§ **TASK OBJECTIVE**: Output the entries that follow, word for word.

[Data extracted from a collection]
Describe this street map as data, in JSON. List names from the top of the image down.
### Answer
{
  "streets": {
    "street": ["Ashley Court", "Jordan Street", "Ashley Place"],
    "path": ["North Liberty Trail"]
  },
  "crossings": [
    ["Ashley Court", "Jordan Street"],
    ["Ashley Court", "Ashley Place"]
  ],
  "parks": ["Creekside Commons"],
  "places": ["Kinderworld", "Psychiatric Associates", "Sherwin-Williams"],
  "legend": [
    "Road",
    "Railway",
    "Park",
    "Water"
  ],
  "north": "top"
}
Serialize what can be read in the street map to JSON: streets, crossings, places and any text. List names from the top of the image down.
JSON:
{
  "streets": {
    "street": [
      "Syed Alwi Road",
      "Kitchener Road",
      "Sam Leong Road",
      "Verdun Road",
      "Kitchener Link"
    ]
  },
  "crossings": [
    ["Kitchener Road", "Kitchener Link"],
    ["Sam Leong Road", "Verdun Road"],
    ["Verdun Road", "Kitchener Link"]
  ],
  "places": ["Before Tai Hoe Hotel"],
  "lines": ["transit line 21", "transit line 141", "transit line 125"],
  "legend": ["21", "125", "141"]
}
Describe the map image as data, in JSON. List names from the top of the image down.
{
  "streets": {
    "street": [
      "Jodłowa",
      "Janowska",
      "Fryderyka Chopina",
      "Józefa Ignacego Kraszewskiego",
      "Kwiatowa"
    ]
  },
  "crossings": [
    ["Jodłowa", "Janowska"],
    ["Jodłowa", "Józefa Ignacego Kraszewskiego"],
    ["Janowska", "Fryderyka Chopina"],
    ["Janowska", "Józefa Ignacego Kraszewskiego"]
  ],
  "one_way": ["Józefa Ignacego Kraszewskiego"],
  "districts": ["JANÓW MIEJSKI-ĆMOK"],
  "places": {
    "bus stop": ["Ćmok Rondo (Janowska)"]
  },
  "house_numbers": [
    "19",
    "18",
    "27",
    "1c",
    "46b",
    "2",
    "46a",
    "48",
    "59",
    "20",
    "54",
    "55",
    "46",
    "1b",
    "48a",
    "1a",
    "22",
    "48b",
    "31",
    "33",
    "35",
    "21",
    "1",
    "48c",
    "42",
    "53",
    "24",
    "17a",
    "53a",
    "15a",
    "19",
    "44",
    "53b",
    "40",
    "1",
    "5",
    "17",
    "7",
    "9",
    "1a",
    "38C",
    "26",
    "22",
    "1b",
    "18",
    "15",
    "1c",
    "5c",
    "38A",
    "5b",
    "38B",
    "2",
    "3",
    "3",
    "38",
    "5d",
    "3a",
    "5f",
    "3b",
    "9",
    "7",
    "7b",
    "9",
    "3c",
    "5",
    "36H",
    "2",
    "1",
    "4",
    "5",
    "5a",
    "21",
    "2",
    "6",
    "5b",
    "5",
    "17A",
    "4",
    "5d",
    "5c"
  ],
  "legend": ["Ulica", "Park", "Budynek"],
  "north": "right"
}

§ **SOLUTION**:
Describe this street map as data, in JSON. List names from the top of the image down.
### Answer
{
  "streets": {
    "street": ["Ashley Court", "Jordan Street", "Ashley Place"],
    "path": ["North Liberty Trail"]
  },
  "crossings": [
    ["Ashley Court", "Jordan Street"],
    ["Ashley Court", "Ashley Place"]
  ],
  "parks": ["Creekside Commons"],
  "places": ["Kinderworld", "Psychiatric Associates", "Sherwin-Williams"],
  "legend": [
    "Road",
    "Railway",
    "Park",
    "Water"
  ],
  "north": "top"
}
Serialize what can be read in the street map to JSON: streets, crossings, places and any text. List names from the top of the image down.
JSON:
{
  "streets": {
    "street": [
      "Syed Alwi Road",
      "Kitchener Road",
      "Sam Leong Road",
      "Verdun Road",
      "Kitchener Link"
    ]
  },
  "crossings": [
    ["Kitchener Road", "Kitchener Link"],
    ["Sam Leong Road", "Verdun Road"],
    ["Verdun Road", "Kitchener Link"]
  ],
  "places": ["Before Tai Hoe Hotel"],
  "lines": ["transit line 21", "transit line 141", "transit line 125"],
  "legend": ["21", "125", "141"]
}
Describe the map image as data, in JSON. List names from the top of the image down.
{
  "streets": {
    "street": [
      "Jodłowa",
      "Janowska",
      "Fryderyka Chopina",
      "Józefa Ignacego Kraszewskiego",
      "Kwiatowa"
    ]
  },
  "crossings": [
    ["Jodłowa", "Janowska"],
    ["Jodłowa", "Józefa Ignacego Kraszewskiego"],
    ["Janowska", "Fryderyka Chopina"],
    ["Janowska", "Józefa Ignacego Kraszewskiego"]
  ],
  "one_way": ["Józefa Ignacego Kraszewskiego"],
  "districts": ["JANÓW MIEJSKI-ĆMOK"],
  "places": {
    "bus stop": ["Ćmok Rondo (Janowska)"]
  },
  "house_numbers": [
    "19",
    "18",
    "27",
    "1c",
    "46b",
    "2",
    "46a",
    "48",
    "59",
    "20",
    "54",
    "55",
    "46",
    "1b",
    "48a",
    "1a",
    "22",
    "48b",
    "31",
    "33",
    "35",
    "21",
    "1",
    "48c",
    "42",
    "53",
    "24",
    "17a",
    "53a",
    "15a",
    "19",
    "44",
    "53b",
    "40",
    "1",
    "5",
    "17",
    "7",
    "9",
    "1a",
    "38C",
    "26",
    "22",
    "1b",
    "18",
    "15",
    "1c",
    "5c",
    "38A",
    "5b",
    "38B",
    "2",
    "3",
    "3",
    "38",
    "5d",
    "3a",
    "5f",
    "3b",
    "9",
    "7",
    "7b",
    "9",
    "3c",
    "5",
    "36H",
    "2",
    "1",
    "4",
    "5",
    "5a",
    "21",
    "2",
    "6",
    "5b",
    "5",
    "17A",
    "4",
    "5d",
    "5c"
  ],
  "legend": ["Ulica", "Park", "Budynek"],
  "north": "right"
}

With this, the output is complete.